Research handbook on Big Data Law
2021
Abstract
Jurisdictions across the country, including the federal government through its recently enacted First Step Act, have begun using statistical algorithms (also called “instruments”) to help determine an arrestee’s or an offender’s risk of reoffending. Most instruments are relatively simple tools that assign the individual to a risk category representing the probability of recidivism if not detained. Some algorithms aim to provide information not only about risk assessment but also about risk management, or the type of intervention that might most effectively reduce risk.
These risk assessment instruments (RAIs) might be used at a number of points in the criminal process. 1 They may be used at the front-end by judges to impose a sentence after conviction, at the back-end by parole boards to make decisions about prison release, or in between these two points by correctional authorities determining the optimal security and service arrangements for an offender. At the pretrial stage, RAIs might come into play at the time of the bail or pretrial detention determination by a judge, which usually takes place shortly after arrest. As a general matter, judges, parole boards, and correctional officials have discretion as
to how much weight to give the outputs of such instruments.

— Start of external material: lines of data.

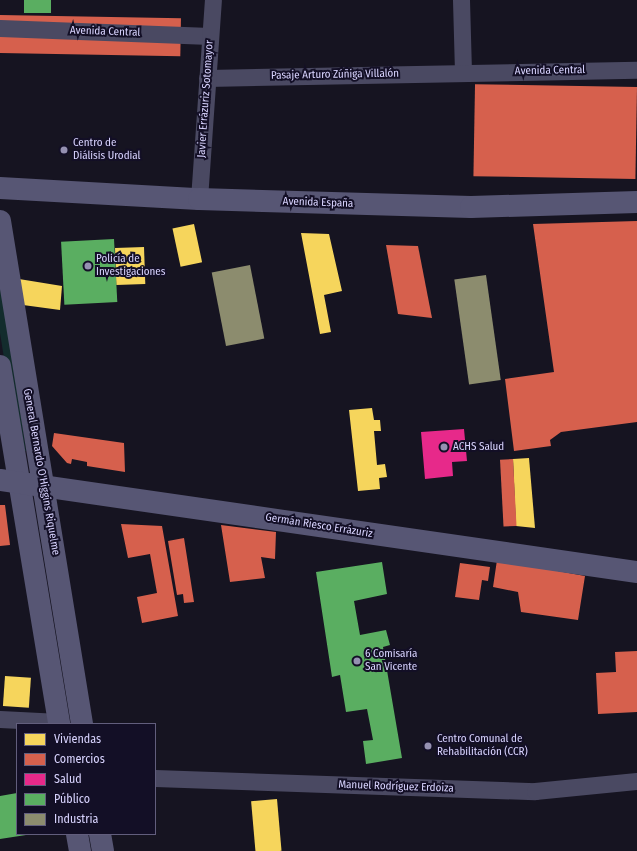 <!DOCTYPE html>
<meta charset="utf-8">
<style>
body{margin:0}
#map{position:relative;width:637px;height:851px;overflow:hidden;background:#161421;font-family:"Fira Sans Condensed",sans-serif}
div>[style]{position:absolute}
.green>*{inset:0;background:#132c2d}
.homes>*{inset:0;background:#f6d55c;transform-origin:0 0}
.shops>*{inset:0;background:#d6604d;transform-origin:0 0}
.health>*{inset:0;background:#e7298a}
.public>*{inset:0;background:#5aae61;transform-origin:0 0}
.industry>*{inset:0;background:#8c8c6e;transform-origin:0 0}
.street>*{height:17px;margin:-8.5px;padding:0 8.5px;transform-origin:8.5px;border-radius:8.5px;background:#4a4962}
.secondary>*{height:22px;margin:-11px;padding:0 11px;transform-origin:11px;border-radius:11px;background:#575674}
.dots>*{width:11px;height:11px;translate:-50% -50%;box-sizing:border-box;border:2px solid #130f26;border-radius:50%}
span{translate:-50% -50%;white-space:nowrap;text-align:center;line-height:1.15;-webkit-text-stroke:4px #130f26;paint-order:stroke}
.street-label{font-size:11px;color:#d9d4ff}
.poi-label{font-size:11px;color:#d9d4ff}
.left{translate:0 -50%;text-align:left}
.legend{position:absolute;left:16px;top:723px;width:140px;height:112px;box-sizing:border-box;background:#130f26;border:1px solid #625e7d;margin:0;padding:5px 7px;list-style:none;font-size:12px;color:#d9d4ff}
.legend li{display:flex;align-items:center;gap:8px;height:20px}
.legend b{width:20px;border:1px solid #625e7d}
</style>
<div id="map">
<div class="green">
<div style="clip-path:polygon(0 270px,26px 451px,19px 452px,0 333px)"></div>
</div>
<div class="homes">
<div style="left:194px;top:224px;width:39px;height:22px;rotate:78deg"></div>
<div style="clip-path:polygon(301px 233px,329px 234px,342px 291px,324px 295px,331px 332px,320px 334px)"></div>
<div style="left:144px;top:247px;width:37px;height:29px;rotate:88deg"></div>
<div style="clip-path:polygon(19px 279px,62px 286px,60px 310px,23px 305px)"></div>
<div style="clip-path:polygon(372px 408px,374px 420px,380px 420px,381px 431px,374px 431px,377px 465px,385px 464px,387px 477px,379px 478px,380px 489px,358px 491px,349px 410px)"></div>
<div style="clip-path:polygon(529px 458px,535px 528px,516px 526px,513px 459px)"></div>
<div style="left:5px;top:676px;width:26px;height:30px;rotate:4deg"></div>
<div style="left:277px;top:799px;width:52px;height:26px;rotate:85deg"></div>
</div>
<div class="shops">
<div style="left:0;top:15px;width:181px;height:38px;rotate:1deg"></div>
<div style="left:637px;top:87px;width:92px;height:162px;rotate:91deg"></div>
<div style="clip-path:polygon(637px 221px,637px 422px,561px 432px,550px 440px,551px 446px,514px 451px,505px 379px,554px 372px,533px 224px)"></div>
<div style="clip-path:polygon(386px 245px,418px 246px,432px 318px,398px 314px)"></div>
<div style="clip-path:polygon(54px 433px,124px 443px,125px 472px,87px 466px,87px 462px,72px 459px,71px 464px,67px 463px,52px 446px)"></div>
<div style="left:513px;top:459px;width:67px;height:13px;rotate:87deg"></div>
<div style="clip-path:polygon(0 505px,5px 505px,10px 545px,0 546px)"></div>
<div style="clip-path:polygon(121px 524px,162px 526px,178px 616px,142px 623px,137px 597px,157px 593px,150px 554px,128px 558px)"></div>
<div style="clip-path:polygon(221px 525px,276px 532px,275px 559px,261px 557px,265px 578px,230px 582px)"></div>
<div style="clip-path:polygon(184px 538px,194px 602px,184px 603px,183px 594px,177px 595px,168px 541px)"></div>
<div style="clip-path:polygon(497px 560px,585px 576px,578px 620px,521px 612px,518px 592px,493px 587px)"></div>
<div style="clip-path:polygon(460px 563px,490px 567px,488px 581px,482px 580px,479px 600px,455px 597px)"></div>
<div style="clip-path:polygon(637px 651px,637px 712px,598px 714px,596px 673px,616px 672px,615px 652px)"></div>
</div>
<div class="health">
<div style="clip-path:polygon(464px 429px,467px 461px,452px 462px,453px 476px,425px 479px,421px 432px)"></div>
</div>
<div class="public">
<div style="left:24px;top:0;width:27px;height:13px"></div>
<div style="left:114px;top:239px;width:63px;height:53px;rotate:87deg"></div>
<div style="clip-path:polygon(382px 562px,387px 594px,354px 601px,360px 635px,386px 630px,390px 645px,383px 647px,402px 758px,366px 764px,363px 741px,373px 740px,367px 709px,346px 712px,340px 675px,332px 677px,316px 572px)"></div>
<div style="clip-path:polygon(17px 793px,17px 834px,26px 835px,0 839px,0 796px)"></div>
</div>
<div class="industry">
<div style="left:250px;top:265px;width:75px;height:39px;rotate:79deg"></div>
<div style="left:486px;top:275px;width:106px;height:32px;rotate:82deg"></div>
</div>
<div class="street">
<div style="left:461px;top:0;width:72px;rotate:88.4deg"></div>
<div style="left:0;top:28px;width:210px;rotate:2.2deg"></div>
<div style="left:207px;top:78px;width:430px;rotate:-1.1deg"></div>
<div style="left:199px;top:199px;width:199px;rotate:-86deg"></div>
<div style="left:0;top:719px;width:59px;rotate:2.9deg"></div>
<div style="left:155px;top:778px;width:380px;rotate:2deg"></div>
<div style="left:535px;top:791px;width:102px;rotate:-5.6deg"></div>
</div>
<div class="secondary">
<div style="left:0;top:188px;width:199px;rotate:3.2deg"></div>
<div style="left:199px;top:199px;width:272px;rotate:1.7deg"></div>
<div style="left:471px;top:207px;width:166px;rotate:-1.7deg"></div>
<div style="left:0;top:221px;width:510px;rotate:80.74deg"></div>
<div style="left:0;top:366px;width:363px;rotate:80.6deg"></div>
<div style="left:0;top:480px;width:644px;rotate:8.22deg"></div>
<div style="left:77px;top:834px;width:17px;rotate:80deg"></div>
<div style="left:100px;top:834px;width:17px;rotate:80deg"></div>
</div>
<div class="dots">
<div style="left:64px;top:150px;background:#9591b1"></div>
<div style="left:88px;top:266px;background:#9591b1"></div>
<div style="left:444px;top:447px;background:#9591b1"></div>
<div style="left:357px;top:661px;background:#9591b1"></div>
<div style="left:428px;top:746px;background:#9591b1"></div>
</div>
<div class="street-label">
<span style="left:105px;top:32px;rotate:2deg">Avenida Central</span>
<span style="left:550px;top:71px;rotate:-1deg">Avenida Central</span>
<span style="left:335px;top:75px;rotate:-1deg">Pasaje Arturo Zúñiga Villalón</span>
<span style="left:206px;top:99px;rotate:-86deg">Javier Errázuriz Sotomayor</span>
<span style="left:318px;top:203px;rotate:2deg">Avenida España</span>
<span style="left:41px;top:472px;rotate:80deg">General Bernardo O'Higgins Riquelme</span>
<span style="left:319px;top:526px;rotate:9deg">Germán Riesco Errázuriz</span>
<span style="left:396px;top:787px;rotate:2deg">Manuel Rodríguez Erdoiza</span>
</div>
<div class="poi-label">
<span class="left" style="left:73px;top:150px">Centro de<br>Diálisis Urodial</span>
<span class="left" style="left:96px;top:266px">Policía de<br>Investigaciones</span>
<span class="left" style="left:453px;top:447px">ACHS Salud</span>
<span class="left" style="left:365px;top:661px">6 Comisaría<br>San Vicente</span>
<span class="left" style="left:437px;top:746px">Centro Comunal de<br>Rehabilitación (CCR)</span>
</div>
<ul class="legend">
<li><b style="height:11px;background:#f6d55c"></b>Viviendas</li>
<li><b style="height:11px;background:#d6604d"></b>Comercios</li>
<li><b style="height:11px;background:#e7298a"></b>Salud</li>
<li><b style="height:11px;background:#5aae61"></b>Público</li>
<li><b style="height:11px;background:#8c8c6e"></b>Industria</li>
</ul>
</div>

Prior to the advent of RAIs, legal decision-makers called upon to evaluate an offender’s risk usually relied on the opinions of mental health professionals, probation officer assessments, or their own seat-of-the pants analysis. This type of judgment is often called “clinical” prediction—to distinguish it from “actuarial,” statistically based prediction—and it is still the basis of the post-conviction and pretrial decision-making processes in many jurisdictions.
The increased use of RAIs in the criminal justice system has given rise to several criticisms. RAIs are said to be no more accurate than clinical assessments, racially biased, lacking in transparency and, because of their quantitative nature, dehumanizing. This chapter critically examines a number of these concerns. It also highlights how the law has, and should, respond to these issues.
Citation
Goel, Sharad, Ravi Shroff, Jennifer Skeem, and Christopher Slobogin. "The accuracy, equity, and jurisprudence of criminal risk assessment." Research handbook on Big Data Law. Ed. Roland Vogl. Edward Elgar Publishing, 2021, 9-28.